Paper Presentation

Large Language Models as Markov Chains

- By Oussama Zekri, Student Researcher, ENS Paris-Saclay and Imeprial College London

Read the Paper

In recent years, large language models (LLMs) have emerged as transformative tools in natural language processing (NLP), demonstrating exceptional performance across a myriad of tasks. Despite their success, the theoretical foundations explaining how these models achieve such impressive capabilities remain inadequately understood. Oussama Zekri's research takes a significant step toward unraveling this mystery by establishing a crucial equivalence between autoregressive language models and Markov chains, thereby providing a novel lens through which to analyze LLMs.

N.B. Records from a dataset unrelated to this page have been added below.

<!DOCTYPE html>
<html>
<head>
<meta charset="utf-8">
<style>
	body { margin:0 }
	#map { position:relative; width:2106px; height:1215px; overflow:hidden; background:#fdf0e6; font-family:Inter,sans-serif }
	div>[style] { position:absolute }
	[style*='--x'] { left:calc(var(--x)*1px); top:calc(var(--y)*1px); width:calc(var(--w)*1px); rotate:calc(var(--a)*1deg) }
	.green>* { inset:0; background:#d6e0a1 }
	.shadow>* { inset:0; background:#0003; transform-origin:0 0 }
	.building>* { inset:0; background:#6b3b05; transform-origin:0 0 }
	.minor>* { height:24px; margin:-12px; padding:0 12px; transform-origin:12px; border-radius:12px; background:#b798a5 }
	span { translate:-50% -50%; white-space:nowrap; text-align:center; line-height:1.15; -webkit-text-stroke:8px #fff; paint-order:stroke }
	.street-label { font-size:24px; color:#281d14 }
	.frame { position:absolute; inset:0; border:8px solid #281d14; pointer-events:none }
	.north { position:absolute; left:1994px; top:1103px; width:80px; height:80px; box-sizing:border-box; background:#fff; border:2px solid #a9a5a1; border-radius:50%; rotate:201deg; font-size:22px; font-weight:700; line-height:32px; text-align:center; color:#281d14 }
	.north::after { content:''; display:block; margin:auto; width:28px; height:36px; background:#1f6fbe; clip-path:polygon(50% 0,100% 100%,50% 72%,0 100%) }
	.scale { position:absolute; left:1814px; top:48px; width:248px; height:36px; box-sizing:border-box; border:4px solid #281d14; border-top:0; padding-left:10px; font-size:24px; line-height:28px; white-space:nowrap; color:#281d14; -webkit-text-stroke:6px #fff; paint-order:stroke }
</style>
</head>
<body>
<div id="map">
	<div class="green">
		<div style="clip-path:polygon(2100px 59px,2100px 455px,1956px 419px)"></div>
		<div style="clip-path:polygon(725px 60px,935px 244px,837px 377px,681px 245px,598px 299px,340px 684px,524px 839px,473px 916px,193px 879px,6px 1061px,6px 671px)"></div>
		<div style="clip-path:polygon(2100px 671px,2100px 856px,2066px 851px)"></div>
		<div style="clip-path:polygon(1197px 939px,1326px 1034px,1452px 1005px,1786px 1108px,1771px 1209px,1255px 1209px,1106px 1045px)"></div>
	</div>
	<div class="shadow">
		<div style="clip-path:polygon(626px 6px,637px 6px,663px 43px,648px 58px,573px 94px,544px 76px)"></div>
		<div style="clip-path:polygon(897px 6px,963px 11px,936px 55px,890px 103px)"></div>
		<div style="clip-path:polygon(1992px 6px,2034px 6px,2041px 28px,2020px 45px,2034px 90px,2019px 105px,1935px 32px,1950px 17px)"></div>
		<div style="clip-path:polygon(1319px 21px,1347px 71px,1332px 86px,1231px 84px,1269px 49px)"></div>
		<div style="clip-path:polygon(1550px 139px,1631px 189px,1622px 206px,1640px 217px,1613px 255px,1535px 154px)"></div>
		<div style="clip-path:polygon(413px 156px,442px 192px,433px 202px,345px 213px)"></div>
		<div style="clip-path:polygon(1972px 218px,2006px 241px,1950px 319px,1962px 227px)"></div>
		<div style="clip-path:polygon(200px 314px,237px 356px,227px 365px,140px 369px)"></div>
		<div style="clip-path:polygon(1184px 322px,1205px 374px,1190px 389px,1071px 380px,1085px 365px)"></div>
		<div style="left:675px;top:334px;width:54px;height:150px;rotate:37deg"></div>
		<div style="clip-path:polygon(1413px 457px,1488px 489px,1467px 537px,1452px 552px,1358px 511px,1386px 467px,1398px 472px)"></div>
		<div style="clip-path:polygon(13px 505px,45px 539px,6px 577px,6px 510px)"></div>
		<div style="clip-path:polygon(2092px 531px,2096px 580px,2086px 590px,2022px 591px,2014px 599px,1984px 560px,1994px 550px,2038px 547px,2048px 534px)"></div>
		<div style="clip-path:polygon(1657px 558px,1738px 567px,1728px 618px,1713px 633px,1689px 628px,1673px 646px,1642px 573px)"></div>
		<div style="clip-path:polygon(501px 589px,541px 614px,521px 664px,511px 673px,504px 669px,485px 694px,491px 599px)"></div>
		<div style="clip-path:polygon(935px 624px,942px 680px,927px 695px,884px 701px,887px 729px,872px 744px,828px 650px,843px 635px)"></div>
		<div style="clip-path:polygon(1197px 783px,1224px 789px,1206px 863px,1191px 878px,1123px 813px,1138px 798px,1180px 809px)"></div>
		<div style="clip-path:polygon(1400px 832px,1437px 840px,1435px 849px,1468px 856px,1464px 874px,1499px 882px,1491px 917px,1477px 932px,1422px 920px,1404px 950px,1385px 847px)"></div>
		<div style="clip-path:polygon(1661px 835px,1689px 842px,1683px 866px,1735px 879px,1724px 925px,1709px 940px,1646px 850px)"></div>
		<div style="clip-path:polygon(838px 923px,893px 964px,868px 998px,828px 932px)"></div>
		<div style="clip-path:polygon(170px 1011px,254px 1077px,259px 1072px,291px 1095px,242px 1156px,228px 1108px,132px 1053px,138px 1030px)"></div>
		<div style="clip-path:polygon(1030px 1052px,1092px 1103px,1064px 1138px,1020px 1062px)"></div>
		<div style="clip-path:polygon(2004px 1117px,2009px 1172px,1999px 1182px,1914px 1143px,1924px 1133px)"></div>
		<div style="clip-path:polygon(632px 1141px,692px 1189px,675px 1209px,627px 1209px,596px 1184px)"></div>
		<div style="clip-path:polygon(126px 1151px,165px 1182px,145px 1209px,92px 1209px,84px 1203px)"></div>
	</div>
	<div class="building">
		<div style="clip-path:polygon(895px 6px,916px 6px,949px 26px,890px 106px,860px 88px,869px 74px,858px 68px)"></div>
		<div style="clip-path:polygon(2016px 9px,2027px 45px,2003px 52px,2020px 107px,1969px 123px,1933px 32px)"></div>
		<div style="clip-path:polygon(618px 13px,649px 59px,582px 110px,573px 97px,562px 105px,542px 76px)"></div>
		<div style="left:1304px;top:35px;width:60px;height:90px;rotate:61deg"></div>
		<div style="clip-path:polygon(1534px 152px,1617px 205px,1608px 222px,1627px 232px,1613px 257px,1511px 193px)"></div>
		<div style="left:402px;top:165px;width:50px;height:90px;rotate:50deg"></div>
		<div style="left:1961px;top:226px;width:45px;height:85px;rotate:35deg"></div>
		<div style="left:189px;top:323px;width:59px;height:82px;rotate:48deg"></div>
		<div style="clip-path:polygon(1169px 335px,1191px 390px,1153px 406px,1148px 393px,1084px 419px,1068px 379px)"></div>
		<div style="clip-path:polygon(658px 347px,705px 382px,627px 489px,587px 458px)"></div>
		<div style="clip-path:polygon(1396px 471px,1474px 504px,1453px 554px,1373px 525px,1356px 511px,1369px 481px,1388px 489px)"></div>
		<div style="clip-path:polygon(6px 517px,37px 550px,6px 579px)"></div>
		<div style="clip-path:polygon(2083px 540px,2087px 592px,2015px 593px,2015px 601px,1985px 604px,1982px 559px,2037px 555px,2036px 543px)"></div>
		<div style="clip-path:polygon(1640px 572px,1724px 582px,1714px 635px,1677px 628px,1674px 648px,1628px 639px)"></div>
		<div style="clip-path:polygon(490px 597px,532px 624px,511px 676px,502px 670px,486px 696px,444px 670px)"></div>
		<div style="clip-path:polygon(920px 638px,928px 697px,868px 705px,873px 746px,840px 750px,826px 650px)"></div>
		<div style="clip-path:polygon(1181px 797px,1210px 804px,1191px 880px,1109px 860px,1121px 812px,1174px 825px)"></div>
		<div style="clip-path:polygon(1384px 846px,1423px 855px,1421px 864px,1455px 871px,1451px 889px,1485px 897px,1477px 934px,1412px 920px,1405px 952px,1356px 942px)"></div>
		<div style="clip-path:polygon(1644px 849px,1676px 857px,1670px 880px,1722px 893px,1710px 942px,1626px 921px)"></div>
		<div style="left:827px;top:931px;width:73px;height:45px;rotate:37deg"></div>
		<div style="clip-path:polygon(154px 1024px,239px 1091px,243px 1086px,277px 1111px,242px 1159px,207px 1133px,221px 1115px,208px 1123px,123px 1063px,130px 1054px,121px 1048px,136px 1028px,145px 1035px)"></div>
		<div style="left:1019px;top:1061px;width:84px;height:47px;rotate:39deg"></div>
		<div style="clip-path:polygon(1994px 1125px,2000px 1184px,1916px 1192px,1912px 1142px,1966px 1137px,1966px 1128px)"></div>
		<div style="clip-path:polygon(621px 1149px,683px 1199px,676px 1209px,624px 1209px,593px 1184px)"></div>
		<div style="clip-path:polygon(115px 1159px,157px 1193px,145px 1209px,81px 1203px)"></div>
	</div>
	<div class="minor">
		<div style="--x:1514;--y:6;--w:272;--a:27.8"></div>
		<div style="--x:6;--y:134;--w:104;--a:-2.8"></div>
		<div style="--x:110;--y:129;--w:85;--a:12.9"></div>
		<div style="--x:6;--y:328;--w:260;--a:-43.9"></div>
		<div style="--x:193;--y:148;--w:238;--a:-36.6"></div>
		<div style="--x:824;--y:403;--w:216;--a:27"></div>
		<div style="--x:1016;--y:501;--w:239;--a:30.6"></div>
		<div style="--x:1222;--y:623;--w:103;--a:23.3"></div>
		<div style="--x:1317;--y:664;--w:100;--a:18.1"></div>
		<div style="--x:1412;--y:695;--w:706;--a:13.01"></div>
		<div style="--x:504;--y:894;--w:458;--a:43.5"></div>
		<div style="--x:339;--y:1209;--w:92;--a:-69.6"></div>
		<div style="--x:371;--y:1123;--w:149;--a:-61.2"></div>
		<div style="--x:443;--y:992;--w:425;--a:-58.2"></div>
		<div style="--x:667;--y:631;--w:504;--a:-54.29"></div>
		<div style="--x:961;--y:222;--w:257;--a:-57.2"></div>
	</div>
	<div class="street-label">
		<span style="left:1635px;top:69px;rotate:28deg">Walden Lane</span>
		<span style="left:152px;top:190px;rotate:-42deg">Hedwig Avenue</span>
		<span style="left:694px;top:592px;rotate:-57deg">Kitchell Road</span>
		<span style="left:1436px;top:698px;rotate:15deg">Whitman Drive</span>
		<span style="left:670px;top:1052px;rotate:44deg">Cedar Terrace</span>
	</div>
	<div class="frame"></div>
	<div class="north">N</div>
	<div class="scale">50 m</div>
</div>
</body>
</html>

Join us for an insightful webinar where Oussama Zekri presents his innovative research paper titled “Large Language Models as Markov Chains.” In this session, Oussama will delve into several key findings:

  • Equivalence between LLMs and Markov Chains: Oussama establishes an equivalence between generic autoregressive language models with a vocabulary size of T and a context window of size K and Markov chains defined on a finite state space. This insight paves the way for a deeper understanding of the mechanics behind LLMs.
  • Theoretical Analysis: The presentation will highlight the derivation of several surprising findings, including the existence of a stationary distribution for the Markov chains that represent LLM inference capabilities, their convergence rates, and the role of temperature in these dynamics.
  • Generalization Bounds: Oussama will explain the theoretical guarantees regarding pre-training and in-context generalization, enriching our interpretation of LLM performance.
  • Empirical Validation: The discussion will include experimental results showcasing how recent LLMs conform to the theoretical predictions of the analysis, revealing the models' capability to operate effectively as Markov chain learners.

Meet our Speaker:

Oussama Zekri

Oussama Zekri is a final-year mathematics student at ENS Paris-Saclay and currently an intern at Imperial College London. His research spans applied mathematics and machine learning, with recent work focused on generative models. Oussama has completed internships at Huawei Noah's Ark Lab, Kyoto University's System Optimization Laboratory, and Centre Borelli, ENS Paris-Saclay, contributing to projects on large language models, convex optimization, time series, and optimal transport. He has authored multiple research papers and co-authors a research blog, logB.